━━━━━ THE DATA
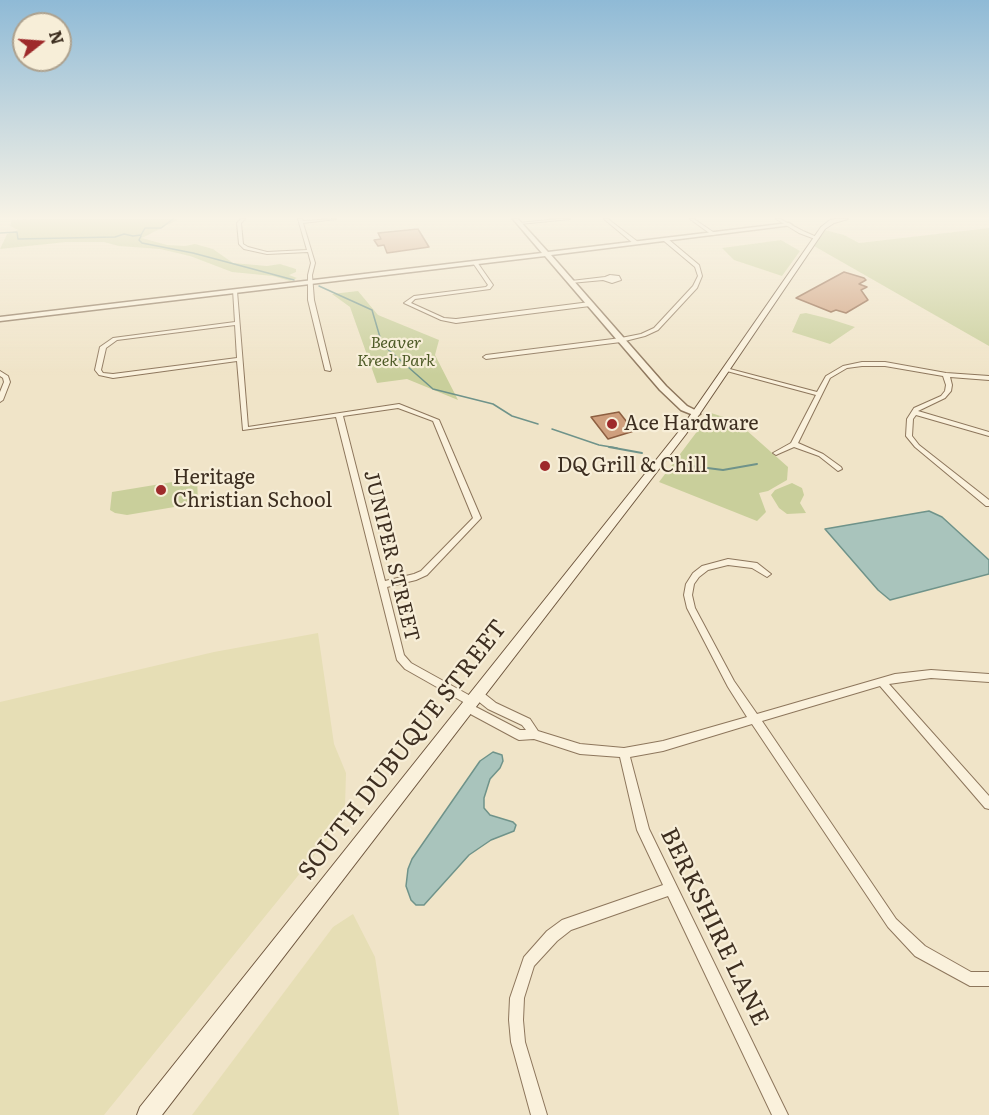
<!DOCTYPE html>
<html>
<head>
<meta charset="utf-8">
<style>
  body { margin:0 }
  #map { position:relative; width:989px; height:1115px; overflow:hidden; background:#f0e4c8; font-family:Literata,serif }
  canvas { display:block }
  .north { position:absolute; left:12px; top:12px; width:60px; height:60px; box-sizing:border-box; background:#f7eed8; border:2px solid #ada18e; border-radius:50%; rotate:73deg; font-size:16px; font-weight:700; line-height:24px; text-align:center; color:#3d2e20 }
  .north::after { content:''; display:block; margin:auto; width:21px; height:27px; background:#9e2a2b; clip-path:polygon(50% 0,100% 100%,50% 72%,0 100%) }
</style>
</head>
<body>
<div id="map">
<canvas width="989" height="1115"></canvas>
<div class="north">N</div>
</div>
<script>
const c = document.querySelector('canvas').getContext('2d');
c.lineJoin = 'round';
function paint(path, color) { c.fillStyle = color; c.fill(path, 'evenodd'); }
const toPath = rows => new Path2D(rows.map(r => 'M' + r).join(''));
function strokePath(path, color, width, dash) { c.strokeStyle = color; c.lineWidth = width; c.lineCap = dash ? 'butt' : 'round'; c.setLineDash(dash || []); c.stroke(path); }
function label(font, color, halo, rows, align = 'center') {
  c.font = font + ' Literata,serif'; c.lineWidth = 4.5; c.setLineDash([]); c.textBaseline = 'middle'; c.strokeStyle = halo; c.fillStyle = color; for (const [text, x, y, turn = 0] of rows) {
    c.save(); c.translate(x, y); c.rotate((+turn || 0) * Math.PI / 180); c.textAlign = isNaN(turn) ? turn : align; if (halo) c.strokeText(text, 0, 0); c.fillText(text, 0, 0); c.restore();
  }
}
paint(toPath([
  [318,633,334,744,346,773,345,807,327,840,104,1115,0,1115,0,702,214,652],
  [353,914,375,957,399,1115,192,1115,333,927]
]), '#e6deb5');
paint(toPath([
  [33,219,179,219,142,238,167,245,185,246,195,244,213,249,233,263,267,266,280,264,296,269,296,272,289,275,297,278,290,281,273,276,232,272,190,256,160,249,119,246,104,242,66,242,0,249,7,234,18,230,10,226,12,220],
  [989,228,989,346,814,246,825,230,844,235,859,243],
  [781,240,800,251,782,276,734,260,722,248],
  [358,291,378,315,439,340,435,355,458,400,407,379,377,383,350,307,332,294],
  [806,313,830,319,855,327,830,344,792,332,800,314],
  [711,413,742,423,745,429,788,467,787,480,768,491,759,493,766,512,757,521,659,482],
  [197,478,198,503,127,515,115,513,110,510,112,492],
  [792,483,802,488,804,495,800,503,806,513,787,514,779,508,771,495,775,490]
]), '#c9cf9b');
const water = toPath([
  [929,511,942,517,989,560,989,574,890,600,878,590,825,529,929,511],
  [493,752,502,755,503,761,500,768,490,779,484,798,484,808,490,815,513,822,516,825,514,831,491,840,469,855,424,905,416,905,411,900,406,886,408,869,412,859,480,761,493,752]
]);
paint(water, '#a9c4bc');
strokePath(water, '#6f938a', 1.5);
strokePath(toPath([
  [0,233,17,232,18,239,115,237,124,234,133,236,141,235,145,228,161,228,173,219],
  [141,236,139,240,142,243,193,253,294,280],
  [319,286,372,310,382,344,433,389,493,404,512,416,538,424],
  [552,429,599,445,617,448]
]), '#6f938a', 1.5);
strokePath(toPath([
  [609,447,642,453],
  [684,465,723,470,757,464]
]), '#6f938a', 2);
const building = toPath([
  [418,229,429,247,387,253,384,245,378,246,374,240,381,239,378,233,418,229],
  [844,272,864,278,866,280,859,284,867,287,861,290,868,300,846,313,836,310,831,312,796,298,844,272],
  [619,412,634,431,608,439,591,417,619,412]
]);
paint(building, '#cf9f7d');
strokePath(building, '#8d5f41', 1.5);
const minor = toPath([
  [241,219,245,219,241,223,243,244,248,247,267,252,307,250,298,219,302,219,303,221,336,219,303,223,315,263,312,275,314,300,331,370,330,371,325,370,308,300,308,275,311,263,308,252,267,254,244,249,239,244,237,223,241,219],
  [559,219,570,219,520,224,518,223,559,219],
  [604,219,608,219,638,242,638,244,634,244,604,219],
  [690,219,694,219,716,234,712,235,690,219],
  [776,219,780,219,803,231,819,238,815,239,799,233,776,219],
  [664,239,668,239,699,265,702,276,697,288,658,330,645,336,621,342,486,359,483,357,486,355,621,338,641,334,654,328,693,286,698,276,695,267,664,241,664,239],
  [475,262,477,262,493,285,490,289,415,299,411,303,444,318,456,319,590,302,593,304,590,306,456,323,441,320,404,303,414,296,486,287,488,285,473,263,475,262],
  [610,275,619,276,621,280,612,283,603,280,571,283,569,282,571,281,605,277,610,275],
  [233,290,237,291,248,427,399,404,439,420,481,518,427,575,416,580,387,587,404,655,411,663,476,699,477,702,474,706,520,730,526,730,522,725,488,709,473,697,472,694,473,691,477,690,481,691,496,703,530,719,538,731,580,744,624,748,663,741,747,717,728,687,687,608,684,595,686,584,693,573,702,566,728,559,757,563,771,574,767,577,752,568,728,565,708,570,699,577,694,584,692,595,695,608,734,681,757,714,895,674,931,670,989,674,989,682,931,678,889,684,989,796,989,809,985,808,880,686,762,721,896,919,925,946,971,972,989,972,989,986,970,986,915,956,888,927,752,724,663,751,630,757,649,829,788,1115,772,1115,668,896,571,930,557,941,534,966,524,998,523,1020,525,1042,547,1115,531,1115,511,1042,509,1020,510,998,524,957,547,931,562,920,663,885,637,830,620,757,580,754,534,739,519,740,515,738,463,710,462,707,465,703,405,669,397,660,336,417,243,430,237,361,113,378,99,375,95,370,100,347,113,338,235,322,233,290],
  [235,325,237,358,113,374,103,373,101,370,106,348,117,340,235,325],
  [398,408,433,421,473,518,421,571,414,574,385,581,343,416,398,408],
  [862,362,885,362,946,373,989,376,989,380,950,377,952,385,951,391,945,398,918,411,989,432,989,436,916,415,913,419,912,436,919,445,989,500,989,506,986,506,915,447,906,436,907,419,914,408,941,396,945,391,946,385,943,376,885,366,862,366,847,368,830,378,798,443,823,454,841,467,842,469,838,471,819,456,794,447,778,454,776,455,773,453,791,443,816,395,723,370,726,368,817,392,826,376,843,366,862,362],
  [0,371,8,376,10,382,3,400,0,402,0,392,4,382,3,378,0,376,0,371]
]);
const tertiary = toPath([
  [513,219,518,219,548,252,789,223,792,225,551,255,666,386,687,406,699,412,700,414,696,416,681,410,660,390,545,256,0,321,0,317,542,253,513,219]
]);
const secondary = toPath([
  [836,219,848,219,834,223,825,229,686,434,162,1115,137,1115,140,1107,680,430,821,227,830,220,836,219]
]);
strokePath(minor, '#8d765c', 2);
strokePath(tertiary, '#8d765c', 3);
strokePath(secondary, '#6f573f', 2);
paint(minor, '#faf1dc');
paint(tertiary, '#faf1dc');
paint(secondary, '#faf1dc');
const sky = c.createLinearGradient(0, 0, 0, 375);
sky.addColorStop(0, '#8fbad6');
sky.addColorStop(0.58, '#f8f3e6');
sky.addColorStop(1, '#f8f3e600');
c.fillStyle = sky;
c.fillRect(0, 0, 989, 375);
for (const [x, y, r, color] of [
  [612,424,6,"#9e2a2b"],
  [545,466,6,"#9e2a2b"],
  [161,490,6,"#9e2a2b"]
]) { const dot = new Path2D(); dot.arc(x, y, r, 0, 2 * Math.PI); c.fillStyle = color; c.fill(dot); strokePath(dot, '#f7eed8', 2); }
label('italic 16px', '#4d5a26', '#f7eed8', [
  ["Beaver",396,343],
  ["Kreek Park",396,361]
]);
label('20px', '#3d2e20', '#f7eed8', [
  ["Ace Hardware",624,424],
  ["DQ Grill & Chill",557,466],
  ["Heritage",173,478],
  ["Christian School",173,501]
], 'left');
label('20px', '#3d2e20', '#f7eed8', [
  ["JUNIPER STREET",391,556,76]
]);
label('24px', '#3d2e20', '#f7eed8', [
  ["SOUTH DUBUQUE STREET",403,750,-52],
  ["BERKSHIRE LANE",714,927,64]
]);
</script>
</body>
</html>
━━━━━━━━━━
DIRECTIONS FOR THIS TASK: What lines above hold the word "addColorStop"? Pull each one out.

YOUR SOLUTION:
sky.addColorStop(0, '#8fbad6');
sky.addColorStop(0.58, '#f8f3e6');
sky.addColorStop(1, '#f8f3e600');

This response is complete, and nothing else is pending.